Some parents ask can I give my baby Gatorade, either because they’ve had a bout of diarrhea or they believe there’s some nutritional benefits to it.
Because of the electrolyte content of Gatorade it’s often touted as good thing to drink if you’ve been dehydrated, as a way to replace what your body has lost. Since dehydration is a common problem for many baby’s at some stage of their development, it’s only natural to wonder what you can give them.
Gatorade is not something that you should give your baby, or that you should drink yourself for that matter. Loaded with sugar and sodium there’s isn’t much scientific evidence that Gatorade provides anything more than a sugar high, and makes you even thirstier because of the salt.
Can I Give My Baby Gatorade? Answer: Not Recommended
Gatorade is loaded with sugar and surprisingly sodium. For something that is supposed to quench your thirst it seems odd that it would contain salt as an ingredient. In addition to having absolutely no fruit juice, Gatorade is loaded with all sorts of sugary chemicals that aren’t good for your infant.
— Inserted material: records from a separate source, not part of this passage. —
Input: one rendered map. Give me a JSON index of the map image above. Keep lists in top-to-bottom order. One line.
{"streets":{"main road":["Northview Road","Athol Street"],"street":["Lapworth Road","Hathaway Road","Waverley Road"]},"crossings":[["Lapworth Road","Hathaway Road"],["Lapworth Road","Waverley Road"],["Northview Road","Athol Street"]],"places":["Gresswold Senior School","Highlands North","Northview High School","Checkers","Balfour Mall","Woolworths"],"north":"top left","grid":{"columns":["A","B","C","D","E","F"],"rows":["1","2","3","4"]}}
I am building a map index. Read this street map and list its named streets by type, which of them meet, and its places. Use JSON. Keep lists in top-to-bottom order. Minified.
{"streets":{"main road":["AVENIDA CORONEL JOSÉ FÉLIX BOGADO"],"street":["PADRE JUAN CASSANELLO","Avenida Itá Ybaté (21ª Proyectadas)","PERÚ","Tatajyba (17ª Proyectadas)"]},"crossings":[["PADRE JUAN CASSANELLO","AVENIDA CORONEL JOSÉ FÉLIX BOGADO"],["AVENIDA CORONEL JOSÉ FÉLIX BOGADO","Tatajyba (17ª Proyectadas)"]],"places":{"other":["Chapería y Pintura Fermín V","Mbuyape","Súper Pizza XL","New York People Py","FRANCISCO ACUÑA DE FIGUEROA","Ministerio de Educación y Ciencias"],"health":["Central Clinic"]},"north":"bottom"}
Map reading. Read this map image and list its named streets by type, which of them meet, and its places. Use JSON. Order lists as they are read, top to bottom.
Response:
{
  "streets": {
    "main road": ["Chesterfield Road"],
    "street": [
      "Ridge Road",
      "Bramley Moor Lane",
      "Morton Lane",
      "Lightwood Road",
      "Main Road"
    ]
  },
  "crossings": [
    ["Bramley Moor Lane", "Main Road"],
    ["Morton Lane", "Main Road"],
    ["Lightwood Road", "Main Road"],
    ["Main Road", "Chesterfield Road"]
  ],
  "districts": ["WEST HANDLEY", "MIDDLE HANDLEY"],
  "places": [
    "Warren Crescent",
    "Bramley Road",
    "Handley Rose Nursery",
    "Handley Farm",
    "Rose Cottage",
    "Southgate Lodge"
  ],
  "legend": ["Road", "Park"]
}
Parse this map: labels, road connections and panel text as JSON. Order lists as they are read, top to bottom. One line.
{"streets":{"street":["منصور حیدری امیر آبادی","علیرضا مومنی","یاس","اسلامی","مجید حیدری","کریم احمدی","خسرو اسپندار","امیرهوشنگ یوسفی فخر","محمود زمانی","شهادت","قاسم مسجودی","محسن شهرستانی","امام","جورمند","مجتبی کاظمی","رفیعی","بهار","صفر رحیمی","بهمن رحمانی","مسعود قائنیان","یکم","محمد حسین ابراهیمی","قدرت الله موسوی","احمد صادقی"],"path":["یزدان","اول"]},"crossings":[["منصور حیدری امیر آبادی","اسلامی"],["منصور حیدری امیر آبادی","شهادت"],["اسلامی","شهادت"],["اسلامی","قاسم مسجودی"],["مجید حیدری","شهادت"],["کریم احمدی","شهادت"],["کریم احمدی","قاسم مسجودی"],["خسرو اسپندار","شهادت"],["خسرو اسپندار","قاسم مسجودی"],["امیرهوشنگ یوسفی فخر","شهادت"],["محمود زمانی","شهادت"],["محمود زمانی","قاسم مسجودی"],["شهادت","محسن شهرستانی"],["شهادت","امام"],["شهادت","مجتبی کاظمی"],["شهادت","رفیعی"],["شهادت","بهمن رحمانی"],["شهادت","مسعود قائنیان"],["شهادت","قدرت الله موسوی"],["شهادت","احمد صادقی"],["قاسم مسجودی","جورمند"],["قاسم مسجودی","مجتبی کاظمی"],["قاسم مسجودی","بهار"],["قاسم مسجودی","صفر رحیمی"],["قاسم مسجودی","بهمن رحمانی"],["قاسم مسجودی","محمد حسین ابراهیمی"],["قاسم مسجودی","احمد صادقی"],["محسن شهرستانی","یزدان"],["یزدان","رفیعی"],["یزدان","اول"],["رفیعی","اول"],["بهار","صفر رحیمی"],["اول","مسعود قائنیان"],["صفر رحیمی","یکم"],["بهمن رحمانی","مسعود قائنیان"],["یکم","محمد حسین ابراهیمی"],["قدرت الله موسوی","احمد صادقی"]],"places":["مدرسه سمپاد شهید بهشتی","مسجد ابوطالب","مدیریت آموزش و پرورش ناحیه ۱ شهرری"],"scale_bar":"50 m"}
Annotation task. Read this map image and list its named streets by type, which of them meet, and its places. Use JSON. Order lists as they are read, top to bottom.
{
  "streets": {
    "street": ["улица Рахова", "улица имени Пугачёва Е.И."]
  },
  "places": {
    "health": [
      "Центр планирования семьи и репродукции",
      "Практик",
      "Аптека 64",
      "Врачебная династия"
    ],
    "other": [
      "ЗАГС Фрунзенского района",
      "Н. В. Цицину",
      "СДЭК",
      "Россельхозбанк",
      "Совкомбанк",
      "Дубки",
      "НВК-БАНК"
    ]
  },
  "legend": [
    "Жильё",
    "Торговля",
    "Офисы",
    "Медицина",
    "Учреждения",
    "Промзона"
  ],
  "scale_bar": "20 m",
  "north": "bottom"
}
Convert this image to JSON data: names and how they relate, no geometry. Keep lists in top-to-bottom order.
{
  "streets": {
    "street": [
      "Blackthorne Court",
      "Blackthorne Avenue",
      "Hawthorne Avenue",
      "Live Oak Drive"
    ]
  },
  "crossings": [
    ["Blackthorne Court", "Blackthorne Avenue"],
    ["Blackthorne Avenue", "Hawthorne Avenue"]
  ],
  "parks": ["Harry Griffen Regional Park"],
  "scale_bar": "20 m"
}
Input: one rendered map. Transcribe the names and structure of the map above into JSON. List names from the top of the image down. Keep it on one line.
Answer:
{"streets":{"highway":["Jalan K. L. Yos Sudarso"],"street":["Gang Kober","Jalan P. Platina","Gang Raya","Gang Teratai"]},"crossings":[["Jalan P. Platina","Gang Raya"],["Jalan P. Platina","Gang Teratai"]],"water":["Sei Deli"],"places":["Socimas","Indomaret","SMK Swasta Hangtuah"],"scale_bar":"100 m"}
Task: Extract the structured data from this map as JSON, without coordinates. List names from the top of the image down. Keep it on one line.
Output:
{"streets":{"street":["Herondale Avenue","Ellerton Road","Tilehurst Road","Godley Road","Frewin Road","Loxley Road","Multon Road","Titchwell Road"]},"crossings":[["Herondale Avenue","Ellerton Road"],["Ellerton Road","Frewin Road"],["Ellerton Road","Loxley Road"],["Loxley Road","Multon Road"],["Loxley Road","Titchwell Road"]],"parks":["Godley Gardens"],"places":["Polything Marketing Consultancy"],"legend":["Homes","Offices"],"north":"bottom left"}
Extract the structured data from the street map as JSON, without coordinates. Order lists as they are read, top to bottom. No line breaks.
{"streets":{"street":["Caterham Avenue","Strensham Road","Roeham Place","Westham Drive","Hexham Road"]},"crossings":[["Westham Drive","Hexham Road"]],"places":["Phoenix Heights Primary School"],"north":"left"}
Instead of using pure cane sugar, which isn’t great for you but is at least found in nature, and instead of using regular industrial-grade sugar that’s found in many processed foods and drink, the brilliant minds at PepsiCo use Sucrose Syrup, a super sweet substance that has been linked directly to obesity in adults. Not something you want to get your baby started on early.
This one just seems like they’re trying to add as many terms that end in “ose” as they can to their list of ingredients. As if the aforementioned Sucrose Syrup wasn’t bad enough they went and added an extra layer of sugary badness.
Unfortunately in the food manufacturing world “natural” takes on new meanings. Since there’s no regulation on the term natural, companies can use the term natural flavors to refer to just about anything. For example, even though the Grape version of Gatorade experessly states that it contains no fruit juice, it goes on to state that it includes natural flavors. However, which natural flavors, other than those derived from a grape, could give it a grape flavor?
Flat out they don’t try to deny it or call it by any other name, they just put plain old salt into Gatorade. You should watch your baby’s salt intake, so that they don’t become attracted to salty foods later in life.
Maybe Good for Athletes, Not for Babies
Gatorade has gone out of their way to link their product to the nation’s top athletes. It’s become synonymous with sports of all kinds and therefore has become accepted by many Americans as a healthy choice when needing to replenish themselves after any high endurance activity. Maybe that’s how Gatorade started out, but it’s now a ghost of its former self and made up of such lousy things that you’d never want to give it to a developing infant.
In one of their many commercials they have been shown to have invented Gatorade as a way to help the football players of the University of Florida overcome the Florida heat and make it through the 4th quarter of the football game. That’s why they called it Gator aid, after the Gators mascot of U of F.
Alternatives to Giving Your Baby Gatorade
If your baby has been sick or is showing signs of being dehydrated, such as a lack of wet diapers or strong and off-colored urine, it can become a larger problem rather quickly. Call your pediatrician first to get their opinion on what you should do.
They’ll probably recommend that you give them an electrolyte-loaded option like Pedialyte or Infalyte depending on the age of your infant. These products have more benefits to them than Gatorade and do not include all of the fructose, sucrose, lucrose, ducrose, or any of the other junk they put into a Gatorade bottle.
It’s great that you’re looking after the well-being of your child and doing your research before blindly giving them things that could harm them now as well as in the future.